In the face of concerted efforts to change the rule in Congress and the FAA, the ALPA Executive Board directed that union resources be committed to protecting pilot interests by exerting ALPA’s influence in any rule change.
ALPA President Capt. John Prater said “ALPA pilots will be fully engaged in shaping any rule change since any legislative or regulatory change needs to address ALPA’s priorities.”
ALPA supports legislative language that prevents retroactive application of a change to the age 60 rule. The pilots union opposes any additional age-related diagnostic medical testing and any attempt by the FAA to obtain greater access to pilot medical records. ALPA supports a recommendation to require a 1st Class Medical certification every six months for pilots over age 60.

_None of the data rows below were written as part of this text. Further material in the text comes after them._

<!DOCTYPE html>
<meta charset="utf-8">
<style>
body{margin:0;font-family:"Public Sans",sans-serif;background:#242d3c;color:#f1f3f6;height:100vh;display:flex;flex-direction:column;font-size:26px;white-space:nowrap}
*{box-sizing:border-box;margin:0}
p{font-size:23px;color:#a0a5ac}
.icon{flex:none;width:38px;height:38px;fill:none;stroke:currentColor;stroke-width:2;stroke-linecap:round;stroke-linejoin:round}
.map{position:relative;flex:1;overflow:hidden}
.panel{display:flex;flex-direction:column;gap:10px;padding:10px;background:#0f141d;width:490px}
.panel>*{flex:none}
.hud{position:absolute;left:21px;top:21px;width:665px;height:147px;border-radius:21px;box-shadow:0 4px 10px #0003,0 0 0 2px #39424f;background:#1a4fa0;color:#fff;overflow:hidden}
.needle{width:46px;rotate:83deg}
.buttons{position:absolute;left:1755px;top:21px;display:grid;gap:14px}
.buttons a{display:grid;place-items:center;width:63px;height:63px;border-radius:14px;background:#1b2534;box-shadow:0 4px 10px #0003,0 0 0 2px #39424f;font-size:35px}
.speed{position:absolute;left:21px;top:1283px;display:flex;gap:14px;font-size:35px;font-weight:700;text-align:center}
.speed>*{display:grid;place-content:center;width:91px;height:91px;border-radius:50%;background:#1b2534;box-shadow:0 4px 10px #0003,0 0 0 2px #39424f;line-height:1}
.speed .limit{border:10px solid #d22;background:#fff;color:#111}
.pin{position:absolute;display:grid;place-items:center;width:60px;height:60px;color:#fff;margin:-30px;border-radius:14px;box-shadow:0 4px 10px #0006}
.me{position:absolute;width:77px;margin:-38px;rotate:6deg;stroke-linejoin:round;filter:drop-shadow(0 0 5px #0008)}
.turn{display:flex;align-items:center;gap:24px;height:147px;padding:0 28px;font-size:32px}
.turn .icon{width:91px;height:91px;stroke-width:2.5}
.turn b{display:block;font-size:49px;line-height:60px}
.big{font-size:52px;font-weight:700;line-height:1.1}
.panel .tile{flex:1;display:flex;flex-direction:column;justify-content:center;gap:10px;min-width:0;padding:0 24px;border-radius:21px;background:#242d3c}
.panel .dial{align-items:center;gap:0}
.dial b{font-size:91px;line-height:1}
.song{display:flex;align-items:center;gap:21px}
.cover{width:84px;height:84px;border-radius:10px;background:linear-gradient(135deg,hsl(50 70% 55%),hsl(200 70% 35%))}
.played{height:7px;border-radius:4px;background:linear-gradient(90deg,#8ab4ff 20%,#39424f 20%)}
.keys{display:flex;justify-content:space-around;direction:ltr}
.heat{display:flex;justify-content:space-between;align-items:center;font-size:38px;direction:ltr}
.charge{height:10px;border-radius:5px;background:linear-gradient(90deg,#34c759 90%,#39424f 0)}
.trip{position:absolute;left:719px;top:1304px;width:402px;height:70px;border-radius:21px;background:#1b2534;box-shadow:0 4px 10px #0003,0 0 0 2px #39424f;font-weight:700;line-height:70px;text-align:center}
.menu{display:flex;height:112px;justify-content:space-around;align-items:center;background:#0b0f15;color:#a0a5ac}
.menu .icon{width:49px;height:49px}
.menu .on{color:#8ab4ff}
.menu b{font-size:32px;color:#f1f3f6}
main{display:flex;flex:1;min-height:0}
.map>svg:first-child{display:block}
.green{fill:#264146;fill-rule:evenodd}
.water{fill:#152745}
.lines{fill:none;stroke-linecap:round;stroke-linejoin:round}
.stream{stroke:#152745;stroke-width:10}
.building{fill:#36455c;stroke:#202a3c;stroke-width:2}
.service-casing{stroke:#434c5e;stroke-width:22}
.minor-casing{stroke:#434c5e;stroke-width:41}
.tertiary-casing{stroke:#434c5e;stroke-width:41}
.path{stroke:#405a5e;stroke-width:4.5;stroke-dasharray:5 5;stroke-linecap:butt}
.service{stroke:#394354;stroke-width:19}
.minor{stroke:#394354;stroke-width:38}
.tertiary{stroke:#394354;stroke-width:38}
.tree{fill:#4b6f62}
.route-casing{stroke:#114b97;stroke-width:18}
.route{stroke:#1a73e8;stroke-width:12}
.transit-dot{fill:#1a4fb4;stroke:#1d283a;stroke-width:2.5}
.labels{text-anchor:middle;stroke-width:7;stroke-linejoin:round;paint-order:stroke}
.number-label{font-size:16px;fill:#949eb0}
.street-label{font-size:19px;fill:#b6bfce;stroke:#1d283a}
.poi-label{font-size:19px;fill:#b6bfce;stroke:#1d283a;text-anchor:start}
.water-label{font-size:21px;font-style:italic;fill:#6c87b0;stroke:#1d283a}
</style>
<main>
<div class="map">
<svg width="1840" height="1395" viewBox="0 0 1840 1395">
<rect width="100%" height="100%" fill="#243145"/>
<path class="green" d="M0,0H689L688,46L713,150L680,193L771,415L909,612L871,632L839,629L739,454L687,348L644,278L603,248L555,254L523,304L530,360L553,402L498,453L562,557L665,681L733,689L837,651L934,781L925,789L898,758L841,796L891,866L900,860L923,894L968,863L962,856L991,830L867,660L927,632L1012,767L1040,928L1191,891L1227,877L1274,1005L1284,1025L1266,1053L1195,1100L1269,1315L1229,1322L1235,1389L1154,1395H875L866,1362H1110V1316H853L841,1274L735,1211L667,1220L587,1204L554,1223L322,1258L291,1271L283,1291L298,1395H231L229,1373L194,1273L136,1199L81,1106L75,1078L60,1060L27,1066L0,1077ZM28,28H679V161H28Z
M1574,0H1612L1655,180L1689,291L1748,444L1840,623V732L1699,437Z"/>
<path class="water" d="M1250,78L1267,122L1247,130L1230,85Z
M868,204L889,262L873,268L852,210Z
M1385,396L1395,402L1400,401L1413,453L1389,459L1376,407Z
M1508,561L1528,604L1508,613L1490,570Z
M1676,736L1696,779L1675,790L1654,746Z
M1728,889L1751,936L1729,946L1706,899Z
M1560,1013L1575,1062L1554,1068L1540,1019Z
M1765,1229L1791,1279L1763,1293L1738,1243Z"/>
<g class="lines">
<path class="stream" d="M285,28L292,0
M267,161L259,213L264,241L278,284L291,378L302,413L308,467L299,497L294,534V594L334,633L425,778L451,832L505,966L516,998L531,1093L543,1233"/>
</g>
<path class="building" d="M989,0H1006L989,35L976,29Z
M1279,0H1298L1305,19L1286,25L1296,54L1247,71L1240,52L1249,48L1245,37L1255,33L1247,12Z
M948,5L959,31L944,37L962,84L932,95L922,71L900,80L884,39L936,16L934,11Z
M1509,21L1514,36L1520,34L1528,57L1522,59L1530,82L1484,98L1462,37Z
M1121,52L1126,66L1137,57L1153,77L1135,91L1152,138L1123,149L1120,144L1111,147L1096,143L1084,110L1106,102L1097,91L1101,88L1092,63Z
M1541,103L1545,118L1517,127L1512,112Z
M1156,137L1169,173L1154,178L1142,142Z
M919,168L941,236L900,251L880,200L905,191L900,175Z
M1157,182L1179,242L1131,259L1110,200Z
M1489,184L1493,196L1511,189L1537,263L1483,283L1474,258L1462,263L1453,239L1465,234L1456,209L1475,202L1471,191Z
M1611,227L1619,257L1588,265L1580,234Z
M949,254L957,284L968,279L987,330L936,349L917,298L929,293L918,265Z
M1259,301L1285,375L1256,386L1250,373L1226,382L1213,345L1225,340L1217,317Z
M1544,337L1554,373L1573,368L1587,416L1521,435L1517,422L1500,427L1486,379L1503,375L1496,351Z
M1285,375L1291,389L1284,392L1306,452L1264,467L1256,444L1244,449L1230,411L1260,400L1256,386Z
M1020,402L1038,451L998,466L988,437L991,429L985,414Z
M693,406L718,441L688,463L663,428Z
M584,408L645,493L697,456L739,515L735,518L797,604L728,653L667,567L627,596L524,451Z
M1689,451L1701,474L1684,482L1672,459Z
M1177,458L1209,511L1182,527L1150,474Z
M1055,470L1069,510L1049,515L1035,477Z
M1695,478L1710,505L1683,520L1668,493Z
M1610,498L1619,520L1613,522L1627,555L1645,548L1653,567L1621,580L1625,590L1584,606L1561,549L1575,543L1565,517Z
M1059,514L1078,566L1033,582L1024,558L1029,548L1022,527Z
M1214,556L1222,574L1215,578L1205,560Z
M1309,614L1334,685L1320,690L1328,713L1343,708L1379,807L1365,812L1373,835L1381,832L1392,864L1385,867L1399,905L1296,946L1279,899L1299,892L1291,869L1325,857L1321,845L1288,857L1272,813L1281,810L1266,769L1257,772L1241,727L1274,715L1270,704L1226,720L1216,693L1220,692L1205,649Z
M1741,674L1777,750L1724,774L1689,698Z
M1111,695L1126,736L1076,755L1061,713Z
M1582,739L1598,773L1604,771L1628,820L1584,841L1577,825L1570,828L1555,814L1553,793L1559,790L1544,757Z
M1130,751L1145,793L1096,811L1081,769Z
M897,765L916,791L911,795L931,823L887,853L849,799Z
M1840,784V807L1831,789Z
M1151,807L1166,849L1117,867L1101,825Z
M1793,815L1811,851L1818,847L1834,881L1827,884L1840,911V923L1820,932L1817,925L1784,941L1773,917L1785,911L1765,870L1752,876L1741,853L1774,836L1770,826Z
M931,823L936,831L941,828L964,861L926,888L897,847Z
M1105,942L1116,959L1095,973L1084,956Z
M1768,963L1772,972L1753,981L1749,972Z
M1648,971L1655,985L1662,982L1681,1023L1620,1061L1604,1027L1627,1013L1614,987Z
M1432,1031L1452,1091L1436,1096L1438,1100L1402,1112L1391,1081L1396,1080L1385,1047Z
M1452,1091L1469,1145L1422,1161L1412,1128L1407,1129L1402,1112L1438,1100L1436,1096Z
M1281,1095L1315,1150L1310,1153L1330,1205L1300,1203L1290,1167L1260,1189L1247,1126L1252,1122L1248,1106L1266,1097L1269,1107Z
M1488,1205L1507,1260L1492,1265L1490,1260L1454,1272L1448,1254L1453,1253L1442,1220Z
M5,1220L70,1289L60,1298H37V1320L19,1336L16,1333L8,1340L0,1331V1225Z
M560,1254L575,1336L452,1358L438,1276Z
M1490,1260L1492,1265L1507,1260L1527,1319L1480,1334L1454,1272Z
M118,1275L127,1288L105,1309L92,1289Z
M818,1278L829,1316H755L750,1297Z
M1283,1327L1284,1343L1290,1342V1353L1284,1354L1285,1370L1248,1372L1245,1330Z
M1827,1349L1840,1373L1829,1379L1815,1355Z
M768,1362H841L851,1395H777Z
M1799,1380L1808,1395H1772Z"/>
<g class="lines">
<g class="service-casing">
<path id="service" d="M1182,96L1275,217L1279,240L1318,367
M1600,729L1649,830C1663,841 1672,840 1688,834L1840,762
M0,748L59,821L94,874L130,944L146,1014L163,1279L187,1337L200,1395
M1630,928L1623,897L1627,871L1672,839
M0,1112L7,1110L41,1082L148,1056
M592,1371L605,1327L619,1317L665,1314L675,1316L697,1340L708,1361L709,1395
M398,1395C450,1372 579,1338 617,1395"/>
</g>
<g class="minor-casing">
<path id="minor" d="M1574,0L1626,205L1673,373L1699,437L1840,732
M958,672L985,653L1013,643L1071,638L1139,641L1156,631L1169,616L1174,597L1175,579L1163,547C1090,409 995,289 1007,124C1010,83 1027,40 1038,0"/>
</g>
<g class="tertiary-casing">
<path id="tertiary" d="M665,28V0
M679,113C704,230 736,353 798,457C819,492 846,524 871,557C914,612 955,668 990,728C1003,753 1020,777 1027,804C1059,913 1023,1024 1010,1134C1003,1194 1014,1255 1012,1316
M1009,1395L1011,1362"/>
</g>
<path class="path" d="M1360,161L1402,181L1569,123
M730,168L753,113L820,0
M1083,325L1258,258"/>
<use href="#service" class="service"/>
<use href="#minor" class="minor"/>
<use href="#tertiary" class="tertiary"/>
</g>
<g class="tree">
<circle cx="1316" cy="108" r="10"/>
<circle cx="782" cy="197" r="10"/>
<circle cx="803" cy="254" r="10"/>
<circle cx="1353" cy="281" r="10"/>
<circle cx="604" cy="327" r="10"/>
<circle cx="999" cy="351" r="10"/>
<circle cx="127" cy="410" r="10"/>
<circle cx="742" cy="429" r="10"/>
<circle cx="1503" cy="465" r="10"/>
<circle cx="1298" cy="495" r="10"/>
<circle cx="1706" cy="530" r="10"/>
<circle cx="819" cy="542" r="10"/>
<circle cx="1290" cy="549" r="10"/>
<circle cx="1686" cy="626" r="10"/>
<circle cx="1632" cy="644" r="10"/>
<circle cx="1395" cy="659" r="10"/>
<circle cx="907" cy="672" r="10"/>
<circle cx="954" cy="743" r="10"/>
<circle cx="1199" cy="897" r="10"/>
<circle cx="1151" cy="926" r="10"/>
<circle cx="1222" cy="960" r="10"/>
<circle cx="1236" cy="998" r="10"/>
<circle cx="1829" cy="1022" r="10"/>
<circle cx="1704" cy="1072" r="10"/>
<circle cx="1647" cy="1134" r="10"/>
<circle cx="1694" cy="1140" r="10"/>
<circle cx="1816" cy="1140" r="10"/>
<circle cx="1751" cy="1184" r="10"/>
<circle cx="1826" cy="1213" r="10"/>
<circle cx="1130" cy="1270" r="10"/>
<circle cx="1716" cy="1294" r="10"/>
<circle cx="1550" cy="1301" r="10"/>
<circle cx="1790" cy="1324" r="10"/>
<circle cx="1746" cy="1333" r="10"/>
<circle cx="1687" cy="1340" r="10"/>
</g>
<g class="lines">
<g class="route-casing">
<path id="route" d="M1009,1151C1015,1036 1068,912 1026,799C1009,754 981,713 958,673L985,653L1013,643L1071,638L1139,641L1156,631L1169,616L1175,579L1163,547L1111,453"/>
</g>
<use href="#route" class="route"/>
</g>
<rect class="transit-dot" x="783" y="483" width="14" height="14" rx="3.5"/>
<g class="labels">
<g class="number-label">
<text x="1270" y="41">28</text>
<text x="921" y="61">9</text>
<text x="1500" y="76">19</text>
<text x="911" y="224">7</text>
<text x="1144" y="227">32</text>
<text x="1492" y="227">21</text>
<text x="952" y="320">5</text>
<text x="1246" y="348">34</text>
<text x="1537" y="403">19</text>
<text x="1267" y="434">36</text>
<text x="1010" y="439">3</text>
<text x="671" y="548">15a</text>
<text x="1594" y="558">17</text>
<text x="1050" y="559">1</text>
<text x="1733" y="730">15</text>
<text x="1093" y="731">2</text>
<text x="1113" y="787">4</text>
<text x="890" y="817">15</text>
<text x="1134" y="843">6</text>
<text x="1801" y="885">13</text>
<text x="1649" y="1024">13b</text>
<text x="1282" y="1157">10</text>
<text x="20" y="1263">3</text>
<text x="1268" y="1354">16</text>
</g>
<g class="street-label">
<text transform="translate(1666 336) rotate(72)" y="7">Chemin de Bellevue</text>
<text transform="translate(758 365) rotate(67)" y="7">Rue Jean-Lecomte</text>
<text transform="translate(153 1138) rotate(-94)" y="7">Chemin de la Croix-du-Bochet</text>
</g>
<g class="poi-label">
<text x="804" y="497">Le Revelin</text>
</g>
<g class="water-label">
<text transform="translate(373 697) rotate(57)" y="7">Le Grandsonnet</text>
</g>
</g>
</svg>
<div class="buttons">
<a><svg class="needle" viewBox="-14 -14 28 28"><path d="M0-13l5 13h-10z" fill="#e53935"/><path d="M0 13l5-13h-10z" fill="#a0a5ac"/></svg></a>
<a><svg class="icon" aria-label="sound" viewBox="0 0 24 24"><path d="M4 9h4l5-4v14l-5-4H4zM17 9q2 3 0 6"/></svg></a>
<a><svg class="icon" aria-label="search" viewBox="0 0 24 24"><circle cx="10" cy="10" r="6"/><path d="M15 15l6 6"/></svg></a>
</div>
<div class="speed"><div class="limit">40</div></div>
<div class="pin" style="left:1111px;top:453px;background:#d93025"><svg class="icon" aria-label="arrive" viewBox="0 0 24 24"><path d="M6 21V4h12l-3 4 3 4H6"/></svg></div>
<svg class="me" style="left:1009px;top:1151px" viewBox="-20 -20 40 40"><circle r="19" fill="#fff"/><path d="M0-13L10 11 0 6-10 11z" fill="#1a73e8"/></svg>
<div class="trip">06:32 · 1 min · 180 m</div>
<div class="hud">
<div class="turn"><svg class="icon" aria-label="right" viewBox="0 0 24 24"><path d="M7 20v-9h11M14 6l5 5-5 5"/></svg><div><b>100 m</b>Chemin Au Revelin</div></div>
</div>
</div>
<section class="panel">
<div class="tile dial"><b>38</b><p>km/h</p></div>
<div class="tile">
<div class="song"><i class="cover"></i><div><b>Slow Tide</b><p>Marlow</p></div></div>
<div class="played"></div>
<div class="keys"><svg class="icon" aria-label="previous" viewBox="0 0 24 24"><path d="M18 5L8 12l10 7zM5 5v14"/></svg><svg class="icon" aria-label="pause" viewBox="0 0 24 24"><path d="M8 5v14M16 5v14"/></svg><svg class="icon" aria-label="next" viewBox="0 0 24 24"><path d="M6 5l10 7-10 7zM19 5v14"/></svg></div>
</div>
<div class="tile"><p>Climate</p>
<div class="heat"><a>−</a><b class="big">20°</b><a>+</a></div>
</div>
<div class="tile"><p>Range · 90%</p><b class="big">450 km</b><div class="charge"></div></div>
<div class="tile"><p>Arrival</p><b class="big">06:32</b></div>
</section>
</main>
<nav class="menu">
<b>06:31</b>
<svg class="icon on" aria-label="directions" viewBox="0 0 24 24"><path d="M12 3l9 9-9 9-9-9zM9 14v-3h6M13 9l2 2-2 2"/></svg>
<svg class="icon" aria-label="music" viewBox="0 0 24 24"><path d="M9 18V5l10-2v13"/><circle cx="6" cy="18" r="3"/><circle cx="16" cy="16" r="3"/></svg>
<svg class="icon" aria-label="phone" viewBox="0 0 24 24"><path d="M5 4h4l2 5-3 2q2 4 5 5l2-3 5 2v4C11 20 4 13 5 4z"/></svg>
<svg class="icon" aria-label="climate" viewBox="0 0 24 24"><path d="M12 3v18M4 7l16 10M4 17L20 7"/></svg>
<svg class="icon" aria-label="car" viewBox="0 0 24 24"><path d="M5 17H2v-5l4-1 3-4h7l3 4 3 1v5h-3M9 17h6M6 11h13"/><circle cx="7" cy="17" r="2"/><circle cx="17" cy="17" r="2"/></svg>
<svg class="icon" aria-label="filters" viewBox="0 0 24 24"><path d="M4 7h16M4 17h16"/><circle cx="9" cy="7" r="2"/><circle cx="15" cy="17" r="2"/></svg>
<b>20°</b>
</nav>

In response to the FAA Administrator’s announcement, Prater established the ALPA Age 60 Blue Ribbon Panel “to study the long-range effects of potential changes to the FAA Age 60 Rule and to identify issues connected to possible changes to pilot mandatory retirement age.”
The Panel presented its findings in the areas of aviation safety; collective bargaining; the cost and structure of heath care, disability, and retirement benefits; pilot training; medical standards; and scheduling rules to the Executive Council at its April 2007 meeting.
The Council recommended to the Executive Board that ALPA modify its policy to enable ALPA to influence legislation and regulatory efforts.
But support for the measure is not universal among pilots, even within ALPA, where the union’s Northwest Branch told Oberstar in a May letter that they “strongly oppose” changing the current age standard. “The Age 60 rule has been in place for 50 years, and has served safety and the public interest well,” the letter said.
The Allied Pilots Association, which represents 12,000 pilots of American Airlines, had commissioned an outside polling firm to survey U.S. adults on the issue of pilot retirement age.
“Results so far indicate that an overwhelming majority of Americans have serious safety concerns about any increase in the retirement age and favor further study. Similarly, our pilots support age 60 retirement by a seven-to-one margin for safety reasons. We should heed their professional judgment. After all, pilots are in the best position to ascertain the effects of aging on their own stamina and skills and on those of their fellow pilots,” APA believes.
APA said the FAA should be permitted to proceed with a Notice of Proposed Rulemaking for a full vetting of this issue.
“The United States has long set the worldwide standard for aviation safety and should preserve its leadership role. The reality is no one knows what would happen with large numbers of 65-year-old pilots in the cockpits of modern commercial airliners operating in today’s demanding environment. The data doesn’t exist because it would be unprecedented. Prudence therefore dictates that we proceed with caution. For safety’s sake, it’s the right thing to do,” APA added.
The Senior Pilots Coalition (SPC), which was set up to push for an age 60 rule change, believes raising the retirement age by five years could help ease the current U.S. airline pilot shortage while putting hundreds of experienced pilots back into the cockpit.
SPC President Lewis J. Tetlow, a Vietnam War vet and US Airways captain who was forced into retirement when he turned 60 on April 2, 2007, said: “The FAA needs to get out of the age discrimination business and into the business of making sure there are enough pilots out there to keep our airways safe and airlines flying on schedule.
“Today, we have an artificial pilot shortage in America that could be remedied quickly by putting available pilots back on the job. It is clearly in the public’s best interest to get these experienced pilots flying again,” Tetlow added.